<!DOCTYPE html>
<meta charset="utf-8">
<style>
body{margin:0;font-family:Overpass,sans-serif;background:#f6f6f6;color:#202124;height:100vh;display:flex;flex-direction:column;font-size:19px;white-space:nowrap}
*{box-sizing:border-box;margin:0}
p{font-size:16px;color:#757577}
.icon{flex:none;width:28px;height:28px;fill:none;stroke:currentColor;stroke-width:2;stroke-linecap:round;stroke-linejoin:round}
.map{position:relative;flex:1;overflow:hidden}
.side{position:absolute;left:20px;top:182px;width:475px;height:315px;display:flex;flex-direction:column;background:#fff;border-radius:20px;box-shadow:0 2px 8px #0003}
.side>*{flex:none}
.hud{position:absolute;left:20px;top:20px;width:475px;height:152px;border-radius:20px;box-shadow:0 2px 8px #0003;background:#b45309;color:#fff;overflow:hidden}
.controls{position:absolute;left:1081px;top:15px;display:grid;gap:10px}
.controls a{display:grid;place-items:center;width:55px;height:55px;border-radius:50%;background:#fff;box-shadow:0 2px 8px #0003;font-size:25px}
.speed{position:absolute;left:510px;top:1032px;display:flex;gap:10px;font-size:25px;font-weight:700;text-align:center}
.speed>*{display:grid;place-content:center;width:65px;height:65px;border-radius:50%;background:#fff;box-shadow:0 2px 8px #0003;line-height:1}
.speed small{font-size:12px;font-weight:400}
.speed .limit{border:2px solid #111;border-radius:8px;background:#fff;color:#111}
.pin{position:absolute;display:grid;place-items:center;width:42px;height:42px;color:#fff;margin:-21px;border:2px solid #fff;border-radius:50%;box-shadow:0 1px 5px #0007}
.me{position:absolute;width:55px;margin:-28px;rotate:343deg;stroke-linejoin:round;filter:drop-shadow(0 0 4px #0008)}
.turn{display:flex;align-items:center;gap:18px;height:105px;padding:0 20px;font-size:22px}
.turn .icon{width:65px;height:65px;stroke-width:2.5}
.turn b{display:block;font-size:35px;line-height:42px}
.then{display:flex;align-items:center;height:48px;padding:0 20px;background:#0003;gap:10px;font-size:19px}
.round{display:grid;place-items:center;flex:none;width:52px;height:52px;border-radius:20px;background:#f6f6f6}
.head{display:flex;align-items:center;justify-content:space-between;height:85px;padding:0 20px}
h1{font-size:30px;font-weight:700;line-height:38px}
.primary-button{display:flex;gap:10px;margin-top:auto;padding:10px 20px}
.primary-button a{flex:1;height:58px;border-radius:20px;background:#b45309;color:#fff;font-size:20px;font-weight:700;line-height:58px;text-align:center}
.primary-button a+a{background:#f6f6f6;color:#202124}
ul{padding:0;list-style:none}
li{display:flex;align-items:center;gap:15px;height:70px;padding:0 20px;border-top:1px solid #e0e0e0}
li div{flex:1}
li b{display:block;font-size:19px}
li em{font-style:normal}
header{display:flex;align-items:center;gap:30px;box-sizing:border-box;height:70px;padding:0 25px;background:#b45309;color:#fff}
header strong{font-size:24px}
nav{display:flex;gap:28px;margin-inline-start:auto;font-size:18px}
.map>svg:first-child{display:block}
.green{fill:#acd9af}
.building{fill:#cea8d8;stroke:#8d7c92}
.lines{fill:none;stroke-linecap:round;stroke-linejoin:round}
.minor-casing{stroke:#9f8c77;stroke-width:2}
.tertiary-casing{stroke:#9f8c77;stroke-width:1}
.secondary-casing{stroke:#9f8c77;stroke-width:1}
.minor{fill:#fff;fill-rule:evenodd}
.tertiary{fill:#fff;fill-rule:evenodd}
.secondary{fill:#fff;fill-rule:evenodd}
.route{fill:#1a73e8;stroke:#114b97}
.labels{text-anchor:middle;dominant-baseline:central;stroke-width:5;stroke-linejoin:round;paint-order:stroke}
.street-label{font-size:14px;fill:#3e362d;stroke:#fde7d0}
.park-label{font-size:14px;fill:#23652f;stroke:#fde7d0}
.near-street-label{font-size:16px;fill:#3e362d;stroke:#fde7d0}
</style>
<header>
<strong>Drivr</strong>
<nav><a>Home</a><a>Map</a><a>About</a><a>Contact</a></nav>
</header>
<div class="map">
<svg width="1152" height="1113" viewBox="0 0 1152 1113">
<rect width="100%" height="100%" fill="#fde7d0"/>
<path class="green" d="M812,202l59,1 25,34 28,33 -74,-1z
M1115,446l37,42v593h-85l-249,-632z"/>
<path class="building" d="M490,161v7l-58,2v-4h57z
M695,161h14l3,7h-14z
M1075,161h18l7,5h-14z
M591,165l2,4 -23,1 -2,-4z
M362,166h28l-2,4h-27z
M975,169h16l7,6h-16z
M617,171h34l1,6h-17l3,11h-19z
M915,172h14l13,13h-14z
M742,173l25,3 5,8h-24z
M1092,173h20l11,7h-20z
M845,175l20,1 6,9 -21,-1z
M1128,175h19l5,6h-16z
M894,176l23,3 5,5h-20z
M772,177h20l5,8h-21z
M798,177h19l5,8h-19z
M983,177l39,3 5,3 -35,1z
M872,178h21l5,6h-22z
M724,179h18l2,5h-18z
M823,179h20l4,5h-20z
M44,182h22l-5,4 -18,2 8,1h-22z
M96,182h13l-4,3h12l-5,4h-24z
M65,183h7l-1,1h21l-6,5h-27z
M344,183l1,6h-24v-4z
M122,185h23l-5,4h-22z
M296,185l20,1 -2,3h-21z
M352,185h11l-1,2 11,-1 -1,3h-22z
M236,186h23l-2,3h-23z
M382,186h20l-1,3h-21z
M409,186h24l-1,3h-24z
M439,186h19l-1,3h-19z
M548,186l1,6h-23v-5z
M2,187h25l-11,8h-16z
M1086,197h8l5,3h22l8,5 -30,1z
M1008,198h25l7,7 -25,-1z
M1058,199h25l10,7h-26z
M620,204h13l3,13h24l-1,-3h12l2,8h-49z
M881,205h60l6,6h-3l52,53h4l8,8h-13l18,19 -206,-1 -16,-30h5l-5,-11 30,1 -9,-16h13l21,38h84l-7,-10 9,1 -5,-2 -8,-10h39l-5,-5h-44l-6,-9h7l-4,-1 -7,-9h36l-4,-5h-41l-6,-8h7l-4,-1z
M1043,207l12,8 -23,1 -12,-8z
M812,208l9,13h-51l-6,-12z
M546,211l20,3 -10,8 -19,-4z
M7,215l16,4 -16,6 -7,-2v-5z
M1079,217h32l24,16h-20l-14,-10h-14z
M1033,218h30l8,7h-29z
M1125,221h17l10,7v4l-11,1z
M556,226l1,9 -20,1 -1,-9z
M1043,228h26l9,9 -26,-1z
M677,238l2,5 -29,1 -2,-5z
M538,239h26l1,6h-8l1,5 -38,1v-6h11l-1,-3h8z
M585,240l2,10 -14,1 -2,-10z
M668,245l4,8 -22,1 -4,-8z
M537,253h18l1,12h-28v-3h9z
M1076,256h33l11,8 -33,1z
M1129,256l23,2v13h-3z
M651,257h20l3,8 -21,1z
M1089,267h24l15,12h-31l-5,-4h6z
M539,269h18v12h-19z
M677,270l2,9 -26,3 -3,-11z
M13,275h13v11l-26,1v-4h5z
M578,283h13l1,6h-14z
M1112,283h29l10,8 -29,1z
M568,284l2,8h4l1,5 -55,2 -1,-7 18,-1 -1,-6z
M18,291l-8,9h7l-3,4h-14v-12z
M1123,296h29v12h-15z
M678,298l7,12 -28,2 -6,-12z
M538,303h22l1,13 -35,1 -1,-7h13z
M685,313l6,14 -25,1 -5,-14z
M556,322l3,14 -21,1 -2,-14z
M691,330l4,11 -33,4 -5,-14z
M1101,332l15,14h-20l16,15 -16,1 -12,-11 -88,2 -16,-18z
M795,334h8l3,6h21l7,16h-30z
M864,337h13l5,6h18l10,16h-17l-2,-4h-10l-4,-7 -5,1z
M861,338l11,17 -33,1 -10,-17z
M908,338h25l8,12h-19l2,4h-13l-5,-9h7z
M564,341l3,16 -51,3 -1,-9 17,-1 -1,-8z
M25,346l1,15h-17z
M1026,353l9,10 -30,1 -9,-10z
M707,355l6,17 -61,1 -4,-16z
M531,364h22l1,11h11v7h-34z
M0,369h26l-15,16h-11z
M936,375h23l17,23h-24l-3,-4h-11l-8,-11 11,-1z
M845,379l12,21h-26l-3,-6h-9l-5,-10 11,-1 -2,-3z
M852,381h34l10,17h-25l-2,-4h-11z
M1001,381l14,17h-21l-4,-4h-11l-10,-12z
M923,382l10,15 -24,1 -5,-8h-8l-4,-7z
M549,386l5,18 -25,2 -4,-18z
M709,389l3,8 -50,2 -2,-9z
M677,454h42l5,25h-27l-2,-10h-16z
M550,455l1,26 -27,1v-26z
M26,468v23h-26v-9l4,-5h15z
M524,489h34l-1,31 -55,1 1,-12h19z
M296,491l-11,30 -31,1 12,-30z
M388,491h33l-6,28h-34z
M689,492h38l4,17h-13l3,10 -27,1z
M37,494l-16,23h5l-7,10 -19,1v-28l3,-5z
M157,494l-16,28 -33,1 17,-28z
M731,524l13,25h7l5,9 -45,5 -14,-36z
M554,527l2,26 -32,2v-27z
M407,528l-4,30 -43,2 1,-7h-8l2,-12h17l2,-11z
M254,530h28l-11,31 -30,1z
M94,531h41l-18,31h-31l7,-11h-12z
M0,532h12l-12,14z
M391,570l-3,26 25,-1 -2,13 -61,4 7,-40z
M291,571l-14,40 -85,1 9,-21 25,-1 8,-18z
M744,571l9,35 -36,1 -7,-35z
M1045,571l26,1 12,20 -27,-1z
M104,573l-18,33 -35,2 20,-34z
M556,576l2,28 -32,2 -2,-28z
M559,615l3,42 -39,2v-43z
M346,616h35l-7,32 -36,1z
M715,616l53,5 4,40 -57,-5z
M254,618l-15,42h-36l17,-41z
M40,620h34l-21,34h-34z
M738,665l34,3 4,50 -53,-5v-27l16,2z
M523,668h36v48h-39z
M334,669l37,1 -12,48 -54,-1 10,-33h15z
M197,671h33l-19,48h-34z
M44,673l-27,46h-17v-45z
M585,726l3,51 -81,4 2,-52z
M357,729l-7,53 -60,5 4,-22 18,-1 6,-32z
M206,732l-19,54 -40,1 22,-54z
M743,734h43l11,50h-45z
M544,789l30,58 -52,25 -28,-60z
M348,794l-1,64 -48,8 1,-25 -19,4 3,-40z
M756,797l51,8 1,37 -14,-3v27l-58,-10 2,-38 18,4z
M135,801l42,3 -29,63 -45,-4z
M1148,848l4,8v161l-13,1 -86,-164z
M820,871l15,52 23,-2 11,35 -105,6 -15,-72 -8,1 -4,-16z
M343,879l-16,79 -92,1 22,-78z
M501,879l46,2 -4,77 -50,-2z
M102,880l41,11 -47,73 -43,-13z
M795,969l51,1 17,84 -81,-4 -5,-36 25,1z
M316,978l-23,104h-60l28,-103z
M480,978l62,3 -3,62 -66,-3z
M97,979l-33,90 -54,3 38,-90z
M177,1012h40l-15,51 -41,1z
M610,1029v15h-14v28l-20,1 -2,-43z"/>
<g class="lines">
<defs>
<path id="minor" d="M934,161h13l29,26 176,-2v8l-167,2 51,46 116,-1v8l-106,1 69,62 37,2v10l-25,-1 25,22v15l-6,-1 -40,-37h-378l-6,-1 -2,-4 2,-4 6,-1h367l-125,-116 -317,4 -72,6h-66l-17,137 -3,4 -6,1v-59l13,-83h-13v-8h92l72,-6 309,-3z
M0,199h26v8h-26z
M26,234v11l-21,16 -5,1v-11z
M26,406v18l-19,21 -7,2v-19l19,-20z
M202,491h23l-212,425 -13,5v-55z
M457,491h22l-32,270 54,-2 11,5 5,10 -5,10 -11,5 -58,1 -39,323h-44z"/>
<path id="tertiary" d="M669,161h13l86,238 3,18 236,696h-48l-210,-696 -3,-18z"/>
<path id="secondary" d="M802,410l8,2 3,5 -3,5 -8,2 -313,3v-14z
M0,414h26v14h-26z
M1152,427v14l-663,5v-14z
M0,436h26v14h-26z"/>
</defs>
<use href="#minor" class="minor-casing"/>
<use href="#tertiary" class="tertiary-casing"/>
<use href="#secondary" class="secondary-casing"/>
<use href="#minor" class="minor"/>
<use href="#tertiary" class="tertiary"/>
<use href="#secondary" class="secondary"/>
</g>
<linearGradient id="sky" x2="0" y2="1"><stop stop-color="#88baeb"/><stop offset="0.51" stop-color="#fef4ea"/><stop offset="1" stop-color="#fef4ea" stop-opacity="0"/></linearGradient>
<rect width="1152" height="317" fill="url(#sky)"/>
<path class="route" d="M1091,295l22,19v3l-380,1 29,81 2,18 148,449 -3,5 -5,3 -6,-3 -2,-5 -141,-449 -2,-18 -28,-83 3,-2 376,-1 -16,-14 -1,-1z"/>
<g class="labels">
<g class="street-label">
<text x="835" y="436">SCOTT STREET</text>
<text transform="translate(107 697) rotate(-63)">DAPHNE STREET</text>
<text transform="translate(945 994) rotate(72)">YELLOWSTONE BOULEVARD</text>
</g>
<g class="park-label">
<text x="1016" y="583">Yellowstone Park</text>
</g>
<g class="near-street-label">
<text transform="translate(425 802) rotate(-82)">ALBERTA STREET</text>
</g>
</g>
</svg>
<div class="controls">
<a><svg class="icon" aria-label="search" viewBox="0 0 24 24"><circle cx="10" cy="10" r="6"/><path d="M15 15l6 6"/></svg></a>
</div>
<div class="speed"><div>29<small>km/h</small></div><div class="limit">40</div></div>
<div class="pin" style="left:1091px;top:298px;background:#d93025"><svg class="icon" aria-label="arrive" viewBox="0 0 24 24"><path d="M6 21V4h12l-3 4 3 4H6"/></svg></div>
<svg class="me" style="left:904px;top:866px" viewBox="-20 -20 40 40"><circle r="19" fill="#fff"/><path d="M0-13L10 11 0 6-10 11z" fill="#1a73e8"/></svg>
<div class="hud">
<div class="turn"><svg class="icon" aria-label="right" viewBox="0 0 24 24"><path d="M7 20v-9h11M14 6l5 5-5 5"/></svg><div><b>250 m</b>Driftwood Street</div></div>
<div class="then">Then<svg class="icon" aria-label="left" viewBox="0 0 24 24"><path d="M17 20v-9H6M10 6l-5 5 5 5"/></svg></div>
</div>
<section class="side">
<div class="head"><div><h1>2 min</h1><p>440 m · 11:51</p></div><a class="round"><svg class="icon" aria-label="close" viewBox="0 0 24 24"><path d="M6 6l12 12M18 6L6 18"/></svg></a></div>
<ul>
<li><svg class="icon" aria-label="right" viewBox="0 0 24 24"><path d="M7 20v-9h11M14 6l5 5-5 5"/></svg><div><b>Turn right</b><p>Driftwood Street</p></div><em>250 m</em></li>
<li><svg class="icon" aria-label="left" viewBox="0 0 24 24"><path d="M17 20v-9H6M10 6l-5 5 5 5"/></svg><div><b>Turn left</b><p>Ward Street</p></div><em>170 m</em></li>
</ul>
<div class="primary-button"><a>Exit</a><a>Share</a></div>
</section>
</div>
-*-*-
• **Your task**
Go line by line through the material above and return each one that includes "speed".

• **Answer to this problem**
.speed{position:absolute;left:510px;top:1032px;display:flex;gap:10px;font-size:25px;font-weight:700;text-align:center}
.speed>*{display:grid;place-content:center;width:65px;height:65px;border-radius:50%;background:#fff;box-shadow:0 2px 8px #0003;line-height:1}
.speed small{font-size:12px;font-weight:400}
.speed .limit{border:2px solid #111;border-radius:8px;background:#fff;color:#111}
<div class="speed"><div>29<small>km/h</small></div><div class="limit">40</div></div>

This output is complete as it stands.